« Maman, grande sœur a volé ma trousse, je ne l'ai pas perdue tout seul. »
« Hua Huai, dépêche-toi de rendre sa trousse à ton petit frère. »
« Non... je n'ai pas... »
« Pas quoi ? Maman ne t'a pas acheté une trousse ? Pourquoi irais-tu voler celle de ton petit frère ! »
Le Hua de Hua Huai est un nom de famille.
Le Huai de Hua Huai, c'est « bois » plus « fantôme ».
« Je ne l'ai pas volée ! »
« Tu es en train de dire que ton petit frère t'accuse à tort ? Quel âge a-t-il, est-ce qu'il sait mentir ! »
« Papa, ce n'était pas moi... »
Son regard suppliant et humble ne reçut aucune pitié.
« Ta mère a raison, ne faisons pas perdre son temps à tout le monde, ton petit frère a encore ses devoirs à faire. »
Pourquoi ?
Elle ne l'avait pas fait, et pourtant on lui mettait cette affaire sur le dos de force.
Ce n'était pas la première fois...
« Vous auriez... vous auriez préféré ne jamais m'avoir mise au monde ! »
Hua Huai s'enfuit de la maison, par une nuit de pluie battante, complètement débraillée.
Elle espérait que ses parents éprouveraient un peu de culpabilité et sortiraient la consoler en disant : « Nous sommes désolés, nous avons eu tort tout à l'heure. »
Ils ne le firent pas.
Leur famille était extrêmement chaleureuse et aimante ; ils n'avaient même pas rouvert la porte.

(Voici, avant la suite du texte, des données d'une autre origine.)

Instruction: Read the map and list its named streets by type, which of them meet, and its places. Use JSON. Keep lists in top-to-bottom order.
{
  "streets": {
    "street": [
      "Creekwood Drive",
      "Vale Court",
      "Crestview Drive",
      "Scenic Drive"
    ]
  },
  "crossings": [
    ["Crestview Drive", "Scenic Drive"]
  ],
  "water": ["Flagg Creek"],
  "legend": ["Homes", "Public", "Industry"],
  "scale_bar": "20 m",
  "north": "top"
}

Ainsi, cette maison était la même qu'elle y fût ou non.
L'eau de pluie trempait ses joues et ses vêtements, de quoi la faire frissonner dans ce froid d'hiver.
Elle s'accroupit dans un coin, en espérant que la pluie cesserait et que le soleil viendrait vite.

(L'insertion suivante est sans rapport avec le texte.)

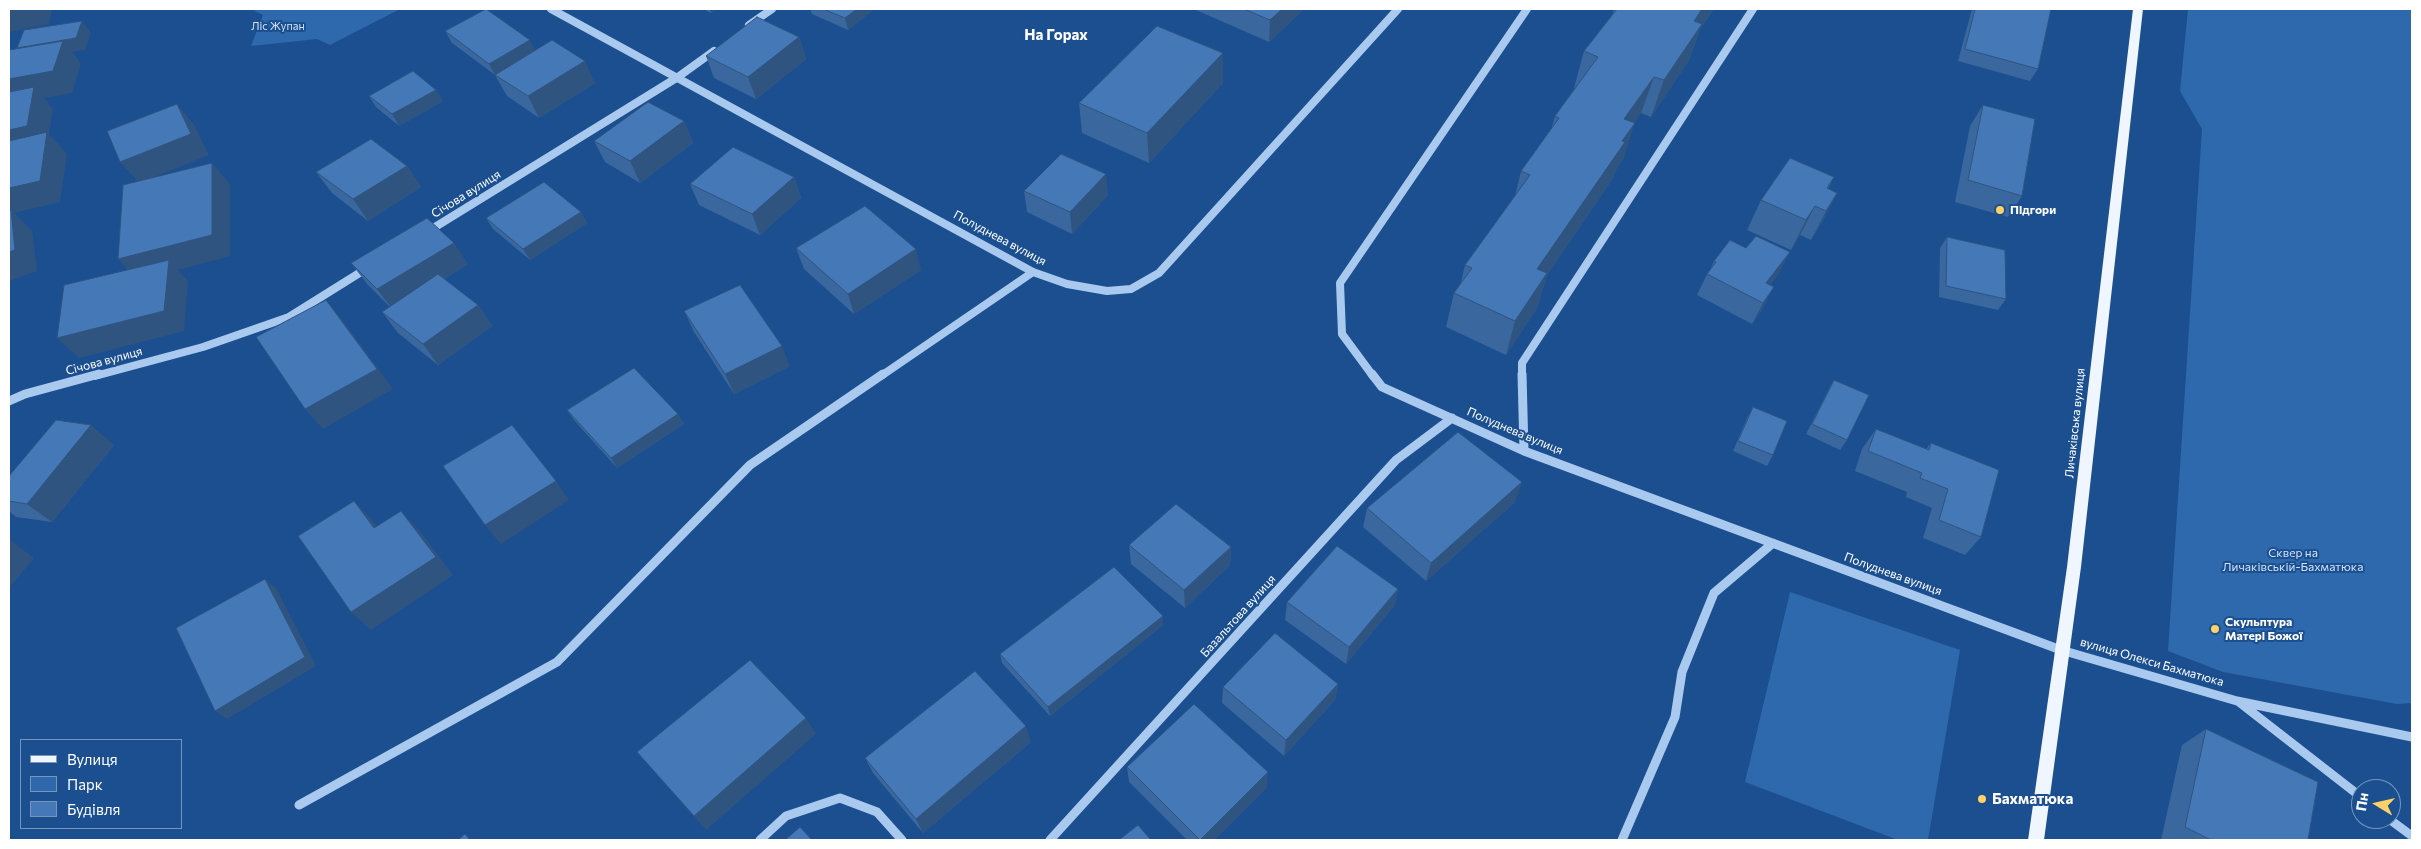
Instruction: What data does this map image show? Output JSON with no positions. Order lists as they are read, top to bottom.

C'était une telle torture, chaque minute et chaque seconde, une douleur glaciale du dedans au dehors, comme si un siècle s'était écoulé.
Elle allait mourir de froid dans la nuit noire.
« Wouf ! Wouf ! »
Un chien féroce et décharné fixait Hua Huai d'un air menaçant, les crocs découverts, révélant sa nature sauvage.
La respiration de Hua Huai s'arrêta un instant ; ce chien était si féroce, son regard était celui d'une bête qui fixe la proie qu'elle va dévorer.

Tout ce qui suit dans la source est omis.